I often wonder if we fully understand the impact of our own behavior in today’s digital age. I hear a lot of parental concern about their student’s overuse of electronics. We complain that we’re losing eye contact and personal connection to their hand-held devices. But are they seeing anything different in us? Monica Anderson of the Pew Research Center, focuses her research on internet and technology. In her March 2019 article for PRC, she cited a study demonstrating that 65% of parents worry about the amount of time their students spend glued to screens. However, the study also nailed parents. It showed that a majority of parents struggle with device distraction–the very thing they are concerned about in their students. According to Anderson, 59% of US parents surveyed admitted that they feel obligated to respond to messages immediately, 39% confessed to losing focus at work due to their device disruptions, and 36% said they spend too much time on their phone.
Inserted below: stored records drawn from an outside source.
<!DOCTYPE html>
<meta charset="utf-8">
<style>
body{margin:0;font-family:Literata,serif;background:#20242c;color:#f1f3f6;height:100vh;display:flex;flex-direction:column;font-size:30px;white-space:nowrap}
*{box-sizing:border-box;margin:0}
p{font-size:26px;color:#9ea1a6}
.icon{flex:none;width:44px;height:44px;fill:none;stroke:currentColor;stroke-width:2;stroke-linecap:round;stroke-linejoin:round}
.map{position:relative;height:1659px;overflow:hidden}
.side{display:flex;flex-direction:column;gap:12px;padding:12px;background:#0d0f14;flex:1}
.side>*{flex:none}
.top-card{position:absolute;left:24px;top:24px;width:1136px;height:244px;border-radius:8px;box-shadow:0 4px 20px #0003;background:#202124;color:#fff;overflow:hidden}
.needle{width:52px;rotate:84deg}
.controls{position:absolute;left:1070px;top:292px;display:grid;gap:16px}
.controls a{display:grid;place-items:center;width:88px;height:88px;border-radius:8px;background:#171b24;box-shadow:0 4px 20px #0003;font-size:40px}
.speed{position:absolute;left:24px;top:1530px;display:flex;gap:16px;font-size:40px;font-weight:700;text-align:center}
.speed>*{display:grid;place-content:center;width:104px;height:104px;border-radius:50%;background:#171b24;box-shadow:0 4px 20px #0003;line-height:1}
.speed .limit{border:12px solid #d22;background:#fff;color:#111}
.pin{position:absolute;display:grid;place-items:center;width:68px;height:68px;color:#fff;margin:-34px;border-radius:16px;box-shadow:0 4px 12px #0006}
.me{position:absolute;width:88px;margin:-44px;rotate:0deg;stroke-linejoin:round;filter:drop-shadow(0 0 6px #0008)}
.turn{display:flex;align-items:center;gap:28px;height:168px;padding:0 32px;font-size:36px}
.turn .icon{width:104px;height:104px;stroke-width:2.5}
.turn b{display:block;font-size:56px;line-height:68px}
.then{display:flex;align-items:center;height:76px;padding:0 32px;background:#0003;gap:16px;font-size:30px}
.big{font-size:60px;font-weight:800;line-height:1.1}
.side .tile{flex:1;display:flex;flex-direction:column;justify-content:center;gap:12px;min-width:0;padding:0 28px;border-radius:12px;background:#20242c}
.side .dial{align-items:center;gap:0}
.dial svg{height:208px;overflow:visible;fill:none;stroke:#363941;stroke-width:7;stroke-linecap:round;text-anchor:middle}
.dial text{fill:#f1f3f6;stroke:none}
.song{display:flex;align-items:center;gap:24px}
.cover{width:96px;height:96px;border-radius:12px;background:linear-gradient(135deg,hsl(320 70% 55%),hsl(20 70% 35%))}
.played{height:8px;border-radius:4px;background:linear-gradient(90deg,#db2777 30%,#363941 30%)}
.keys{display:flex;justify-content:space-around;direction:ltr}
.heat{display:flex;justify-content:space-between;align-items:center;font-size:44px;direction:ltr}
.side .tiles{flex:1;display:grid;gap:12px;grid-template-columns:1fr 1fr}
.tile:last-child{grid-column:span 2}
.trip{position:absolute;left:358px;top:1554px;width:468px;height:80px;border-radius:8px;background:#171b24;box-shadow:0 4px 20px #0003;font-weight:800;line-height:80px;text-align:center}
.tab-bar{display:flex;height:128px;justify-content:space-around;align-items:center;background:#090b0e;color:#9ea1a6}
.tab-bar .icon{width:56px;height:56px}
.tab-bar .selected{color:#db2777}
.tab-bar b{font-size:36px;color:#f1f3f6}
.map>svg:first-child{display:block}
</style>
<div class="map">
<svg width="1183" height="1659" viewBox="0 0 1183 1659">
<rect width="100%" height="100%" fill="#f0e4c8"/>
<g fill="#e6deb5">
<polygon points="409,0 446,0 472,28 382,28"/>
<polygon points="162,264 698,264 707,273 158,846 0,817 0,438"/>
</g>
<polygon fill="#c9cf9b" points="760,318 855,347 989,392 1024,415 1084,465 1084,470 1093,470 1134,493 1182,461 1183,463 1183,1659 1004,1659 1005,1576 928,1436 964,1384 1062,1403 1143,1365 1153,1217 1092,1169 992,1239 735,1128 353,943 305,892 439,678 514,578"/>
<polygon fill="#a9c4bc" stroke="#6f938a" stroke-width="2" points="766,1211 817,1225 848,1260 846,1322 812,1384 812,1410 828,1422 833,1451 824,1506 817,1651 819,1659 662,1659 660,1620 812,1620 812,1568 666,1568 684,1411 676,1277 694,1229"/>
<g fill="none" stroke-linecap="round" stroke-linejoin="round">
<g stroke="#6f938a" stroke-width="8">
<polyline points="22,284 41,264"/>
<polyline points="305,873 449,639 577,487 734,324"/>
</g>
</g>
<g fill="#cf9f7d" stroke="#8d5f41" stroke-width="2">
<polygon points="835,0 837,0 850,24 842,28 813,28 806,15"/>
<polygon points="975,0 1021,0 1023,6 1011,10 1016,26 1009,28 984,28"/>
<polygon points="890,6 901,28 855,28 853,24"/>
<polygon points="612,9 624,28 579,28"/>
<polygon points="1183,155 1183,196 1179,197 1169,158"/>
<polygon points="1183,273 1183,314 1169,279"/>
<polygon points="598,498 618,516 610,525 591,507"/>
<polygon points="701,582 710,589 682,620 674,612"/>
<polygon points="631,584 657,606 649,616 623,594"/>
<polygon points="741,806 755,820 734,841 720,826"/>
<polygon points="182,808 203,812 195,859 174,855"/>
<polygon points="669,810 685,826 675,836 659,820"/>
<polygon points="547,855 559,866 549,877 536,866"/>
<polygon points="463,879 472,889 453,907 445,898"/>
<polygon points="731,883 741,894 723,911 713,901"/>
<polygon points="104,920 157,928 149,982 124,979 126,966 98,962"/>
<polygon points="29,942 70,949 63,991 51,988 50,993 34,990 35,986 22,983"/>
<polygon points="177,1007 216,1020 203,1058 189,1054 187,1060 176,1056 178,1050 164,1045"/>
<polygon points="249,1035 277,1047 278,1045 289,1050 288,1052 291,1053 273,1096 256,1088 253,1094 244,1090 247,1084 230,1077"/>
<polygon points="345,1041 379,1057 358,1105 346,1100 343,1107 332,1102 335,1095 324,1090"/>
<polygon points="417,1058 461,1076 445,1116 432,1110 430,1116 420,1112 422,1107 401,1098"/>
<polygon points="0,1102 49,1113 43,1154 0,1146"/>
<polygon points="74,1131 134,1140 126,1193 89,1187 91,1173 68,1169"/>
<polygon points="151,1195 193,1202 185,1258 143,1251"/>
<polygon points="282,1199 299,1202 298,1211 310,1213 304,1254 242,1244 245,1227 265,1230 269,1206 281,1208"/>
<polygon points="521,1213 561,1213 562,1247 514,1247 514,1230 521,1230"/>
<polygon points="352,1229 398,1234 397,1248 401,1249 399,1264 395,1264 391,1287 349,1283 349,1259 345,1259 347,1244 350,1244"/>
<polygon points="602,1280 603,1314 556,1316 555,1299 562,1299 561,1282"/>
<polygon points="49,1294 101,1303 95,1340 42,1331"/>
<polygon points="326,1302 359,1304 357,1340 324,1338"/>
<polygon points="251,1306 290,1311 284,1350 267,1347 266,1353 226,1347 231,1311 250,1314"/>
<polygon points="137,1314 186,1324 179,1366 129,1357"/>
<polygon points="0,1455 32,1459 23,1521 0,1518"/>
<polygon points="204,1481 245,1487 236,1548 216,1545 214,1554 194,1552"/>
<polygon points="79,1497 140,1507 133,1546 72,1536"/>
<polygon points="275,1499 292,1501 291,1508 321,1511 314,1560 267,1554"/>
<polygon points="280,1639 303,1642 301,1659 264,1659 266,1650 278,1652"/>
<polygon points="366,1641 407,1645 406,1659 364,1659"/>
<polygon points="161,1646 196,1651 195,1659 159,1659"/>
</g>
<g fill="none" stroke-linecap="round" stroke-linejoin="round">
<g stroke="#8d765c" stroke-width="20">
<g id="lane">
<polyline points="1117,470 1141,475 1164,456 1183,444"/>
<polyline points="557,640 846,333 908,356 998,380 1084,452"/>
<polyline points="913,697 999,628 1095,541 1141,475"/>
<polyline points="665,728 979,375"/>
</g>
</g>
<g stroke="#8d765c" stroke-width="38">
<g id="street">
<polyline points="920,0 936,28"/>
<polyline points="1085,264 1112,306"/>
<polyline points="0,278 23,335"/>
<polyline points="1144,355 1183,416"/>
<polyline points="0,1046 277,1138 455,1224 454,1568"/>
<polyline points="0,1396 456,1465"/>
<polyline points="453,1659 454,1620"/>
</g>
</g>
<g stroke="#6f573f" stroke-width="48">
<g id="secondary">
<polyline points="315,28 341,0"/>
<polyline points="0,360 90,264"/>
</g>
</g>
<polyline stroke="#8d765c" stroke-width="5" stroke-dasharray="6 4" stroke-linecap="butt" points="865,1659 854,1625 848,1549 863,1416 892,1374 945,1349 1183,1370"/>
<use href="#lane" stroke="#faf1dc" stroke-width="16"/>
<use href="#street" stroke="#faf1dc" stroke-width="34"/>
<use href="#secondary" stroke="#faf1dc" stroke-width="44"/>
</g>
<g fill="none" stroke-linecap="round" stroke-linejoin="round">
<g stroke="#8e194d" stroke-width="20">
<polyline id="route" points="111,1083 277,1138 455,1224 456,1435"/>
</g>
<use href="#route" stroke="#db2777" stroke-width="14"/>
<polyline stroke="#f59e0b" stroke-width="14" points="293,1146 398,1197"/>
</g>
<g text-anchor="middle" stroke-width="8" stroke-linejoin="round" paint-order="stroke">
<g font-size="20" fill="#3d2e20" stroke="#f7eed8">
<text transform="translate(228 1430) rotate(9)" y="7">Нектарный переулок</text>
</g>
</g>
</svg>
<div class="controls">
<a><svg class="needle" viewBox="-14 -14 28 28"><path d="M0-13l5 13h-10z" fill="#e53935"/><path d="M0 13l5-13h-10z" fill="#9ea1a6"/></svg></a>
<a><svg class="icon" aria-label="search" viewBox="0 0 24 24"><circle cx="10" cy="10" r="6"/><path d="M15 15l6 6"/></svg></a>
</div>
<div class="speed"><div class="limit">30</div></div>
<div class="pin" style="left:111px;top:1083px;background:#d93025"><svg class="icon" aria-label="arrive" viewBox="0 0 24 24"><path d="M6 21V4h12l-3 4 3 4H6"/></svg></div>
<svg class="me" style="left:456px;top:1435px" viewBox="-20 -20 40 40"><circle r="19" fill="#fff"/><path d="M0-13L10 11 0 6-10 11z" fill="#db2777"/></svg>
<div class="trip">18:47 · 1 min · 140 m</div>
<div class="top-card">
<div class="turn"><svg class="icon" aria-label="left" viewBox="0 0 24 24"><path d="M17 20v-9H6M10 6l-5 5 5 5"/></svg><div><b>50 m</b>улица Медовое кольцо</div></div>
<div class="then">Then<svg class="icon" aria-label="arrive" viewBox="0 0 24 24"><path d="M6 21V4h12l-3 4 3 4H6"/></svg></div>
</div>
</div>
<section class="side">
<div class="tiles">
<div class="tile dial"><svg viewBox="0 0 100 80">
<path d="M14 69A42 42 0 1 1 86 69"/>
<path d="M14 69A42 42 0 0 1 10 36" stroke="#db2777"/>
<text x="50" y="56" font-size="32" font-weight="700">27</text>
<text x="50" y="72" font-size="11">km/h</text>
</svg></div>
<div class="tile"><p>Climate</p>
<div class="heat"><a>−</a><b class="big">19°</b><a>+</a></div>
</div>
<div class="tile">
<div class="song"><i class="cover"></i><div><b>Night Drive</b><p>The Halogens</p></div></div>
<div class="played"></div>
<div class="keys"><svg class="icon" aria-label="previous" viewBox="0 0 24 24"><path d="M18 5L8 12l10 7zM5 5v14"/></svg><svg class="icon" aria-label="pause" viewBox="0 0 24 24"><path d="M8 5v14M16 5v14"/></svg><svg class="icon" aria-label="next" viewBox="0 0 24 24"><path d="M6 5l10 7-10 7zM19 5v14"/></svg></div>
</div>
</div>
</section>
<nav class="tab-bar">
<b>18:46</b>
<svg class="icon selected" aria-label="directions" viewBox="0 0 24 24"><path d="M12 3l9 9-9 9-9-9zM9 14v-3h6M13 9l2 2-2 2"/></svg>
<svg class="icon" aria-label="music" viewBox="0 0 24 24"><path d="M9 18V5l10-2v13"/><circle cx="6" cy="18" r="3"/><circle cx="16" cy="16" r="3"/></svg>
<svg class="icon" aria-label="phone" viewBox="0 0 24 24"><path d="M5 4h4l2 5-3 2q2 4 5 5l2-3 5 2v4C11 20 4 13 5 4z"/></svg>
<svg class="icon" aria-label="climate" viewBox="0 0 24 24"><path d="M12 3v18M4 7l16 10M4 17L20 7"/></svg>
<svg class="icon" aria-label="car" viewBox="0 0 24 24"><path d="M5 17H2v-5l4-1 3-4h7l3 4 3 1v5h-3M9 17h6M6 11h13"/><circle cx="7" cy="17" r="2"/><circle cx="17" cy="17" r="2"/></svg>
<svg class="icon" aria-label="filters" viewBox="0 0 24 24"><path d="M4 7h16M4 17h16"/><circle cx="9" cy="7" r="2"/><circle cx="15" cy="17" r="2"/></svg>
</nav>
It appears that 2019 will be the year that Minnesota lawmakers pass legislation to ban hand-held cells phones while driving. It’s about time. In 2017, 282 precious souls were killed or injured in our state by distracted drivers and the numbers are rising. In a January 14 FOX News article by Theo Keith, State Senate majority leader Paul Gazelka was quoted as saying “We just have to be able to step in and help people help themselves when, for whatever reason, they can’t stop holding their phone.”

I know the battle is real. I’ve seen it in my own home. Recently, my husband gently reminded me that when he’s trying to get my attention and I’m on my computer, maybe even writing this piece, it is a barrier to our communication. Similarly, I asked him to leave his cell phone behind when he comes to the dinner table. He resorted to leaving it upstairs on his dresser after he gets home from work. When I said that was an unnecessarily extreme measure, he remarked that he knew himself well enough to know that the phone needed to be out of sight to avoid being tempted.

It’s not too late for us to be intentional in the examples we are setting. After all, we are the adults that our young adult children will be most like, for better or for worse. What am I doing that I wouldn’t want to see in my student? Over eating and under sleeping? A tongue prone to gossip or complaining? Neglect of spiritual disciplines? I think it’s funny when my daughter emulates my wardrobe. I wouldn’t find it funny if she were texting and driving, but am I setting an example that would encourage refraining?

I wonder what our children would say about our example? Instead of being frightened about the unintended mirror of ourselves we see in them, what if we saw our intended and unintended modeling as built-in accountability to continue examining our own behavior? I’m hosting for Easter this year. I’m thinking an Easter basket would make a pretty good container for collecting cell phones before dinner—and I’ll drop my own in the basket first.